> _How to complete this task_
For every entry below, retype it exactly as it reads.

> _Supplied data_
=======
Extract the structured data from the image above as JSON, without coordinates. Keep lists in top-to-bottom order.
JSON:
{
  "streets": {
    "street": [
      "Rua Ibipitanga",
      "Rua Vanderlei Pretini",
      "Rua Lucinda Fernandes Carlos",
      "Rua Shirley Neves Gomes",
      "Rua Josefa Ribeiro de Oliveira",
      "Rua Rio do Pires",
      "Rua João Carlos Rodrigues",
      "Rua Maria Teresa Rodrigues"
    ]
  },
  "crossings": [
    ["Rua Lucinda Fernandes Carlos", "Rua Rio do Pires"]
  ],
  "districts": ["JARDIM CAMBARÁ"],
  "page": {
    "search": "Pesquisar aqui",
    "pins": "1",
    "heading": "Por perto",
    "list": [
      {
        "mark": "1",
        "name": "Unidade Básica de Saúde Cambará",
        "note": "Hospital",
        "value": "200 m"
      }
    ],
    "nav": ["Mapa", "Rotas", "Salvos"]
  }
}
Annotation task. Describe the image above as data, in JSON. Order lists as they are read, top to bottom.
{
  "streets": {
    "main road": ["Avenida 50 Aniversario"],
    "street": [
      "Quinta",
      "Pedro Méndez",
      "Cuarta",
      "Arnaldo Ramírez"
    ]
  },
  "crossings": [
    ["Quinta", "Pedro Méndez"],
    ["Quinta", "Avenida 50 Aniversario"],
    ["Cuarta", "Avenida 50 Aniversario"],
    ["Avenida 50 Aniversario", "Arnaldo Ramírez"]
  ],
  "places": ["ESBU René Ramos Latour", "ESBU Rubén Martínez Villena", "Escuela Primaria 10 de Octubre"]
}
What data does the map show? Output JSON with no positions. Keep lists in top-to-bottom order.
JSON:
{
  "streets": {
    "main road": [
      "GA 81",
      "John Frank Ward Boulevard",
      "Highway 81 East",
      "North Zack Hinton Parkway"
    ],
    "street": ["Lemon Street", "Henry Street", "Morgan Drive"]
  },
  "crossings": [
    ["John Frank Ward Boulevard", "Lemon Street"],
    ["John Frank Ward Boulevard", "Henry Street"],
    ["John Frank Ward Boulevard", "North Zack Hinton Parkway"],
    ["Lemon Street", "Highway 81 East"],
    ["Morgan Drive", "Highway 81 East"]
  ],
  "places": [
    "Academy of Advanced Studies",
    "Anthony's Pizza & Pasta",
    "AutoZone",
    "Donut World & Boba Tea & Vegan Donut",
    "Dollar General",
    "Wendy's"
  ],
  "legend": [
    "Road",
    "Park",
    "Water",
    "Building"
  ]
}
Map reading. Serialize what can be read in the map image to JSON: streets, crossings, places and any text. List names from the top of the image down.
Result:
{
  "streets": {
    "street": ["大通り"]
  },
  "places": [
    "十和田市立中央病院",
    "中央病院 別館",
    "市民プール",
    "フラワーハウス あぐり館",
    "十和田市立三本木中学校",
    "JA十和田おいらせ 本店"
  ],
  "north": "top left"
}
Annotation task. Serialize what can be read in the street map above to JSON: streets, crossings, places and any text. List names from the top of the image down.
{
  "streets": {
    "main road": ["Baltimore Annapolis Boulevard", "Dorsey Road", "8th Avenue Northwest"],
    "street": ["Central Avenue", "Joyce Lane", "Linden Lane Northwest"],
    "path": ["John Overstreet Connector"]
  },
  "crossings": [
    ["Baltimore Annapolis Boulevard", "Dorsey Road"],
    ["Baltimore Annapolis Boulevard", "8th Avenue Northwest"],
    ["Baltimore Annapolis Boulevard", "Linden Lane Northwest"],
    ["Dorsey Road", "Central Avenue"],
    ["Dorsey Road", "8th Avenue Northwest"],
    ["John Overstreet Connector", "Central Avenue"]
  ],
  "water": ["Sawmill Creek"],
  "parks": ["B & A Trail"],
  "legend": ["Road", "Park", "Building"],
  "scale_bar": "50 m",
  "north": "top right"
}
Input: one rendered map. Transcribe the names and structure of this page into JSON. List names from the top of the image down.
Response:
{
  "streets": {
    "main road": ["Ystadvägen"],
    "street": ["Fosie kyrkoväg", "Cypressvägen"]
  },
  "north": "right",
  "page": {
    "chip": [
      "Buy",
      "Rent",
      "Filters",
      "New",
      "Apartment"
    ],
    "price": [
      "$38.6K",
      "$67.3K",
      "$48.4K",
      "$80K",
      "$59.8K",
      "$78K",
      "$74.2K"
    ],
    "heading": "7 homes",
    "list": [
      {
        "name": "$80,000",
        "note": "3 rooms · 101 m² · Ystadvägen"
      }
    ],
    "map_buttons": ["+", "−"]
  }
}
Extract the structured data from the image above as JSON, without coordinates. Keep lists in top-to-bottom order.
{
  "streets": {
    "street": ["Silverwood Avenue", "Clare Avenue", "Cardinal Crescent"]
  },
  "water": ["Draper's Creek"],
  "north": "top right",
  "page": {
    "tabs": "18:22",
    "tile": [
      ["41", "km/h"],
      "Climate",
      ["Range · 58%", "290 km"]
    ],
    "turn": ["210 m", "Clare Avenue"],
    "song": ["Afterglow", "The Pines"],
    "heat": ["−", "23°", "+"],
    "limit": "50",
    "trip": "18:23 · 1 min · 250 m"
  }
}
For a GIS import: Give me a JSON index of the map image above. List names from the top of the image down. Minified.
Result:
=======
> _Solution_
Extract the structured data from the image above as JSON, without coordinates. Keep lists in top-to-bottom order.
JSON:
{
  "streets": {
    "street": [
      "Rua Ibipitanga",
      "Rua Vanderlei Pretini",
      "Rua Lucinda Fernandes Carlos",
      "Rua Shirley Neves Gomes",
      "Rua Josefa Ribeiro de Oliveira",
      "Rua Rio do Pires",
      "Rua João Carlos Rodrigues",
      "Rua Maria Teresa Rodrigues"
    ]
  },
  "crossings": [
    ["Rua Lucinda Fernandes Carlos", "Rua Rio do Pires"]
  ],
  "districts": ["JARDIM CAMBARÁ"],
  "page": {
    "search": "Pesquisar aqui",
    "pins": "1",
    "heading": "Por perto",
    "list": [
      {
        "mark": "1",
        "name": "Unidade Básica de Saúde Cambará",
        "note": "Hospital",
        "value": "200 m"
      }
    ],
    "nav": ["Mapa", "Rotas", "Salvos"]
  }
}
Annotation task. Describe the image above as data, in JSON. Order lists as they are read, top to bottom.
{
  "streets": {
    "main road": ["Avenida 50 Aniversario"],
    "street": [
      "Quinta",
      "Pedro Méndez",
      "Cuarta",
      "Arnaldo Ramírez"
    ]
  },
  "crossings": [
    ["Quinta", "Pedro Méndez"],
    ["Quinta", "Avenida 50 Aniversario"],
    ["Cuarta", "Avenida 50 Aniversario"],
    ["Avenida 50 Aniversario", "Arnaldo Ramírez"]
  ],
  "places": ["ESBU René Ramos Latour", "ESBU Rubén Martínez Villena", "Escuela Primaria 10 de Octubre"]
}
What data does the map show? Output JSON with no positions. Keep lists in top-to-bottom order.
JSON:
{
  "streets": {
    "main road": [
      "GA 81",
      "John Frank Ward Boulevard",
      "Highway 81 East",
      "North Zack Hinton Parkway"
    ],
    "street": ["Lemon Street", "Henry Street", "Morgan Drive"]
  },
  "crossings": [
    ["John Frank Ward Boulevard", "Lemon Street"],
    ["John Frank Ward Boulevard", "Henry Street"],
    ["John Frank Ward Boulevard", "North Zack Hinton Parkway"],
    ["Lemon Street", "Highway 81 East"],
    ["Morgan Drive", "Highway 81 East"]
  ],
  "places": [
    "Academy of Advanced Studies",
    "Anthony's Pizza & Pasta",
    "AutoZone",
    "Donut World & Boba Tea & Vegan Donut",
    "Dollar General",
    "Wendy's"
  ],
  "legend": [
    "Road",
    "Park",
    "Water",
    "Building"
  ]
}
Map reading. Serialize what can be read in the map image to JSON: streets, crossings, places and any text. List names from the top of the image down.
Result:
{
  "streets": {
    "street": ["大通り"]
  },
  "places": [
    "十和田市立中央病院",
    "中央病院 別館",
    "市民プール",
    "フラワーハウス あぐり館",
    "十和田市立三本木中学校",
    "JA十和田おいらせ 本店"
  ],
  "north": "top left"
}
Annotation task. Serialize what can be read in the street map above to JSON: streets, crossings, places and any text. List names from the top of the image down.
{
  "streets": {
    "main road": ["Baltimore Annapolis Boulevard", "Dorsey Road", "8th Avenue Northwest"],
    "street": ["Central Avenue", "Joyce Lane", "Linden Lane Northwest"],
    "path": ["John Overstreet Connector"]
  },
  "crossings": [
    ["Baltimore Annapolis Boulevard", "Dorsey Road"],
    ["Baltimore Annapolis Boulevard", "8th Avenue Northwest"],
    ["Baltimore Annapolis Boulevard", "Linden Lane Northwest"],
    ["Dorsey Road", "Central Avenue"],
    ["Dorsey Road", "8th Avenue Northwest"],
    ["John Overstreet Connector", "Central Avenue"]
  ],
  "water": ["Sawmill Creek"],
  "parks": ["B & A Trail"],
  "legend": ["Road", "Park", "Building"],
  "scale_bar": "50 m",
  "north": "top right"
}
Input: one rendered map. Transcribe the names and structure of this page into JSON. List names from the top of the image down.
Response:
{
  "streets": {
    "main road": ["Ystadvägen"],
    "street": ["Fosie kyrkoväg", "Cypressvägen"]
  },
  "north": "right",
  "page": {
    "chip": [
      "Buy",
      "Rent",
      "Filters",
      "New",
      "Apartment"
    ],
    "price": [
      "$38.6K",
      "$67.3K",
      "$48.4K",
      "$80K",
      "$59.8K",
      "$78K",
      "$74.2K"
    ],
    "heading": "7 homes",
    "list": [
      {
        "name": "$80,000",
        "note": "3 rooms · 101 m² · Ystadvägen"
      }
    ],
    "map_buttons": ["+", "−"]
  }
}
Extract the structured data from the image above as JSON, without coordinates. Keep lists in top-to-bottom order.
{
  "streets": {
    "street": ["Silverwood Avenue", "Clare Avenue", "Cardinal Crescent"]
  },
  "water": ["Draper's Creek"],
  "north": "top right",
  "page": {
    "tabs": "18:22",
    "tile": [
      ["41", "km/h"],
      "Climate",
      ["Range · 58%", "290 km"]
    ],
    "turn": ["210 m", "Clare Avenue"],
    "song": ["Afterglow", "The Pines"],
    "heat": ["−", "23°", "+"],
    "limit": "50",
    "trip": "18:23 · 1 min · 250 m"
  }
}
For a GIS import: Give me a JSON index of the map image above. List names from the top of the image down. Minified.
Result:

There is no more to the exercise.